- [EXERCISE DIRECTIONS]: Out of the records below, copy all lines in which the word "grid" occurs.

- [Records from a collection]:
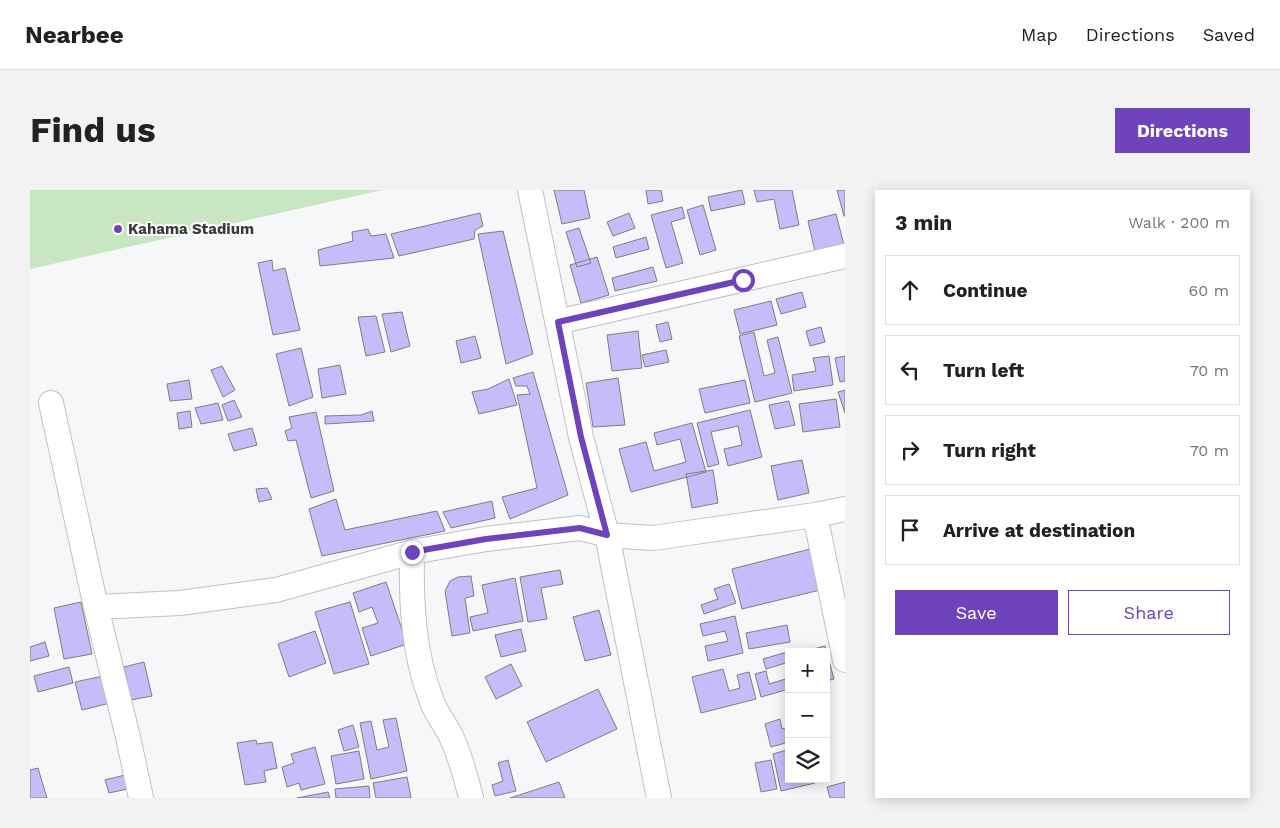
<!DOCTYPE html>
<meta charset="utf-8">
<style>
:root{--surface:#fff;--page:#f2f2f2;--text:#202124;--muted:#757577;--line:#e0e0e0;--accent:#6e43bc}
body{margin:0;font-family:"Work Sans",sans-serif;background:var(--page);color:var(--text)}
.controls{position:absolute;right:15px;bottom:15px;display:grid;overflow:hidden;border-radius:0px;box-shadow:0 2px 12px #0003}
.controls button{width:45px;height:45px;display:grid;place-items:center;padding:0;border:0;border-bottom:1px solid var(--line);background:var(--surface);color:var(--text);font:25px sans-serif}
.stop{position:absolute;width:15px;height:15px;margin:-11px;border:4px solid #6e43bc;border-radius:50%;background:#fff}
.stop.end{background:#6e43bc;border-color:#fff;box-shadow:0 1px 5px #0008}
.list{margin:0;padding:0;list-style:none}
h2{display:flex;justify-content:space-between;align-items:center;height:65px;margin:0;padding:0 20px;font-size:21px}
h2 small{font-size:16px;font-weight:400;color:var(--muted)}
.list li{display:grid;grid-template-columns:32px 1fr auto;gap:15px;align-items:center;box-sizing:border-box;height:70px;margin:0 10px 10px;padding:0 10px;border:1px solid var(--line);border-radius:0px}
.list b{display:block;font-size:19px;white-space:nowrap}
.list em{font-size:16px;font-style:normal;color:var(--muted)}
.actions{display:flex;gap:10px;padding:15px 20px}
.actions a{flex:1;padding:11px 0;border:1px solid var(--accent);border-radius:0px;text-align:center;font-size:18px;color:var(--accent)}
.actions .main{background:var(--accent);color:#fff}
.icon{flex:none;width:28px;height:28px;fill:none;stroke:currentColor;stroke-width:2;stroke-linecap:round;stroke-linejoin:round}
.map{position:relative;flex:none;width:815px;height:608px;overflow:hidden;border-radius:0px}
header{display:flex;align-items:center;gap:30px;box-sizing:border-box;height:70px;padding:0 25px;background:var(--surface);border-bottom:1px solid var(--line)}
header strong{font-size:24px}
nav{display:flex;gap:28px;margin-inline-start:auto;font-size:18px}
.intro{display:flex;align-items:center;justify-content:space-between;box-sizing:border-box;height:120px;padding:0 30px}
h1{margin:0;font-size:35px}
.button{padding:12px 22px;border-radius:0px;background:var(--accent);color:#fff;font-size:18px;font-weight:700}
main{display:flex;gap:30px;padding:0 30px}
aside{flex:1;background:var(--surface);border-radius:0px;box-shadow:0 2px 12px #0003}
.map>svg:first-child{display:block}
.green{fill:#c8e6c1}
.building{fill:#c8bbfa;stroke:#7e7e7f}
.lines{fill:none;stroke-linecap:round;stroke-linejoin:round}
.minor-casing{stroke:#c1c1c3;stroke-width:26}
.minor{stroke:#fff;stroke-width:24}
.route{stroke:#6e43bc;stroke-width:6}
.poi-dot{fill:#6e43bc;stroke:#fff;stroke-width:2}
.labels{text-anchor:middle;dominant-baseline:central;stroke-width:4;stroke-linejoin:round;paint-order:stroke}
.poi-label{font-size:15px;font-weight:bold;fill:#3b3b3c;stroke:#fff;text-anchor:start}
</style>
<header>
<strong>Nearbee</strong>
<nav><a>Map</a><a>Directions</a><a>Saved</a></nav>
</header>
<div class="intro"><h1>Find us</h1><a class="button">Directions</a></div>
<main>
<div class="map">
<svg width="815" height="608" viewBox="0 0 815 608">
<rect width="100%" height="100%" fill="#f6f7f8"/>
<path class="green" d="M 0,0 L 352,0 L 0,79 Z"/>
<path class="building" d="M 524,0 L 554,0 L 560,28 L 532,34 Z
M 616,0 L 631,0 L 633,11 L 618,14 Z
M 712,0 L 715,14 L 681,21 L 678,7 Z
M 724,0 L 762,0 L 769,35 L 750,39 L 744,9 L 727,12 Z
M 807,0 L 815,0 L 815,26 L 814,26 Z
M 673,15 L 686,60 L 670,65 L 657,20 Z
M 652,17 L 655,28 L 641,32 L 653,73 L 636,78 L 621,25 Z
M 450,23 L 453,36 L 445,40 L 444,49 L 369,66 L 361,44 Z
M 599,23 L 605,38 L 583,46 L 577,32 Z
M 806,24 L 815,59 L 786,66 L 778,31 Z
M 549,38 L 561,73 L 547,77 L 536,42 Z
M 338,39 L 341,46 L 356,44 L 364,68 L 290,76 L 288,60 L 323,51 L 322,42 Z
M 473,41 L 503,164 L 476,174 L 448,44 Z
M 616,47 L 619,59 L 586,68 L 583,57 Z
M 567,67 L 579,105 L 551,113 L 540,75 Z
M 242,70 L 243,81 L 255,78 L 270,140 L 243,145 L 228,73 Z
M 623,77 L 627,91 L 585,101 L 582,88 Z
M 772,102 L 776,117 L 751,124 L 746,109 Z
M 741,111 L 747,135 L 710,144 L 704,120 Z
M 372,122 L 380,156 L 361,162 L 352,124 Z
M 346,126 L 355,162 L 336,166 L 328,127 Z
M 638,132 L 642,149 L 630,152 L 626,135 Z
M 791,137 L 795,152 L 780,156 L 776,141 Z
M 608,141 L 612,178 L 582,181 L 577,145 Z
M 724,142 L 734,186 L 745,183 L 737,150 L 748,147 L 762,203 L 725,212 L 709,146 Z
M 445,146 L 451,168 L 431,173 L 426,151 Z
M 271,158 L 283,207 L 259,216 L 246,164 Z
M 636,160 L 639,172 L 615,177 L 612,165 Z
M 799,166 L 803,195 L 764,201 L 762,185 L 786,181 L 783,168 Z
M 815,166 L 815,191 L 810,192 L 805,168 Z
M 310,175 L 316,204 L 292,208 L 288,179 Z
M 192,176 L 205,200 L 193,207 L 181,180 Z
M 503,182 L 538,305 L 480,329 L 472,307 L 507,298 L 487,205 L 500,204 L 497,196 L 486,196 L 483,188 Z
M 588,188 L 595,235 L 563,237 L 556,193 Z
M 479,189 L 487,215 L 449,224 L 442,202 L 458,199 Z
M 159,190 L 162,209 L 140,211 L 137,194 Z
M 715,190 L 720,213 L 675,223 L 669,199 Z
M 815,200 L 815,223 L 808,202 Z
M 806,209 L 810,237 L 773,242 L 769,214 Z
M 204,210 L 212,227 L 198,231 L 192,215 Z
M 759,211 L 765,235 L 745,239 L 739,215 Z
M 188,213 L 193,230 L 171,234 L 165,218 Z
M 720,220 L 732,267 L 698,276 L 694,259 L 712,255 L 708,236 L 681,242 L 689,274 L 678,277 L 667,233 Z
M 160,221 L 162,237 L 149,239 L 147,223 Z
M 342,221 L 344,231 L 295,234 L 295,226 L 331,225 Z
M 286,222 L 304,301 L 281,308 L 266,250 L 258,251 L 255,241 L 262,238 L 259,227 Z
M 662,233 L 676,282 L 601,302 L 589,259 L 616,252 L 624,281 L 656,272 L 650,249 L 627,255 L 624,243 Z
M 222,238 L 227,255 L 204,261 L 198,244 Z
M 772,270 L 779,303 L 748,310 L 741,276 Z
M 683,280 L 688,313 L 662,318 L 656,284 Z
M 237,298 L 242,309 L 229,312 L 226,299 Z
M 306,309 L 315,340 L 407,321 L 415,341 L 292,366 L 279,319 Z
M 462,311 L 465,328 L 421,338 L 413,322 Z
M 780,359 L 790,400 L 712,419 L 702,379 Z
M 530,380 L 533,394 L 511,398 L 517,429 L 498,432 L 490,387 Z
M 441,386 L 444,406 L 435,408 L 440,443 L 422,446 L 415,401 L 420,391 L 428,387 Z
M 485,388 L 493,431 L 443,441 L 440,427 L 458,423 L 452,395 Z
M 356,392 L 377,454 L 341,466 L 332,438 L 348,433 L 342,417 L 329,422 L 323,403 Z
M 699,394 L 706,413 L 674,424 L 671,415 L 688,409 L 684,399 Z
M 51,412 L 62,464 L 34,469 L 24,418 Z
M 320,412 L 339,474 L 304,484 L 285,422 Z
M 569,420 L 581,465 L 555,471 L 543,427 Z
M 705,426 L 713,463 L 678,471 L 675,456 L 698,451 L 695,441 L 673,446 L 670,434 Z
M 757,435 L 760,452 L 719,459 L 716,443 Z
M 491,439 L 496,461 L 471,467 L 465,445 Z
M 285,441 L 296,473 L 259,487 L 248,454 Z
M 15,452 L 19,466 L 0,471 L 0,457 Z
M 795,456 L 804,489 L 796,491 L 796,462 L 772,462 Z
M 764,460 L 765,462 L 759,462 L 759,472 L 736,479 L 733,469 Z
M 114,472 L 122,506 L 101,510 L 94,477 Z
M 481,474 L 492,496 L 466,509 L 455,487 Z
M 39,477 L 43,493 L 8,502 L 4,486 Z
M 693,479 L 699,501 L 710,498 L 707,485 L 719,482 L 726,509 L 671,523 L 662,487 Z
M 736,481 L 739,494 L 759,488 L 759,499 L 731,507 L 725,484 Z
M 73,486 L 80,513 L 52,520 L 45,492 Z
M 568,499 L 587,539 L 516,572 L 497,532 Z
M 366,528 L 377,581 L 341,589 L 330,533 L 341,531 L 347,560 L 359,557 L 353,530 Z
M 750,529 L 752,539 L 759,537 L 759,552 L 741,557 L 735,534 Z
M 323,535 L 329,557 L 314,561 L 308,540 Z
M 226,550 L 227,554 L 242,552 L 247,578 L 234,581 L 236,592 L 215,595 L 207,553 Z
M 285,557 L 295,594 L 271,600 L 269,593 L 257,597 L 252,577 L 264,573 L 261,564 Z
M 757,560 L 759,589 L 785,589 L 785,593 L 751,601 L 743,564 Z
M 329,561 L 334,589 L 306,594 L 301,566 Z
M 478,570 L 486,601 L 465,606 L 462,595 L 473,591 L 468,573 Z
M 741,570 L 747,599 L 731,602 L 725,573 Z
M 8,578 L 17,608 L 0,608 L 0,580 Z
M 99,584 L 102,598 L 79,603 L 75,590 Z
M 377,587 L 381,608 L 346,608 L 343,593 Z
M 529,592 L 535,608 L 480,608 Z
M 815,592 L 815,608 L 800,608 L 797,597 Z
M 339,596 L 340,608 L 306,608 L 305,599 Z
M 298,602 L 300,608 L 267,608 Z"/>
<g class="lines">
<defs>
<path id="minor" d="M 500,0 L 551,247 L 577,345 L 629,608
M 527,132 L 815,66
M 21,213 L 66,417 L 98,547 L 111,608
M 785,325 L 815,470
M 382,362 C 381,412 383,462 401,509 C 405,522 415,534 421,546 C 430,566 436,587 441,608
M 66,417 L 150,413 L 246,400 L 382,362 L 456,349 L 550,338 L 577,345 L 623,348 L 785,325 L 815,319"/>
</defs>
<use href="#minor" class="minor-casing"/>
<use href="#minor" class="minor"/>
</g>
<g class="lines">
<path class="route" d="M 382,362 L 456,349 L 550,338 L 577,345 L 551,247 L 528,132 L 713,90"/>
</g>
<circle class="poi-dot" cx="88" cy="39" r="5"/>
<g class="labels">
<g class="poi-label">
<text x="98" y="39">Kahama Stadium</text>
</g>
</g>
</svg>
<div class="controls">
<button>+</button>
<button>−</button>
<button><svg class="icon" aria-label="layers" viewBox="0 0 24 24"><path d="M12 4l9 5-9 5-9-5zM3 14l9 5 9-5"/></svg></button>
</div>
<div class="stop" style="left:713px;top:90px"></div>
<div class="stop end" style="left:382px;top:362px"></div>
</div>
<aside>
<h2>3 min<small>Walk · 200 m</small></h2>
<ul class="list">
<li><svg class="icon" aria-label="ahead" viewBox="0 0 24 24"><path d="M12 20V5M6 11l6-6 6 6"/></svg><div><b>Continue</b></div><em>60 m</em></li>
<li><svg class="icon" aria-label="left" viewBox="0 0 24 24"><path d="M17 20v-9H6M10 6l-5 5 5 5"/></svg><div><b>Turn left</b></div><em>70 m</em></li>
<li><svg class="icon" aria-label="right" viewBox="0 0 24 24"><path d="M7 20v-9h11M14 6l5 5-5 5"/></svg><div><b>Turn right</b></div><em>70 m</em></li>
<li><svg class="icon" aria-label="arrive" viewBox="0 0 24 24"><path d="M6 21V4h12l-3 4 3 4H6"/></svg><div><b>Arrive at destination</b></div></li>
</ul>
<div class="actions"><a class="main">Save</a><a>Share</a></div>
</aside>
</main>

- [REPLY]:
.controls{position:absolute;right:15px;bottom:15px;display:grid;overflow:hidden;border-radius:0px;box-shadow:0 2px 12px #0003}
.controls button{width:45px;height:45px;display:grid;place-items:center;padding:0;border:0;border-bottom:1px solid var(--line);background:var(--surface);color:var(--text);font:25px sans-serif}
.list li{display:grid;grid-template-columns:32px 1fr auto;gap:15px;align-items:center;box-sizing:border-box;height:70px;margin:0 10px 10px;padding:0 10px;border:1px solid var(--line);border-radius:0px}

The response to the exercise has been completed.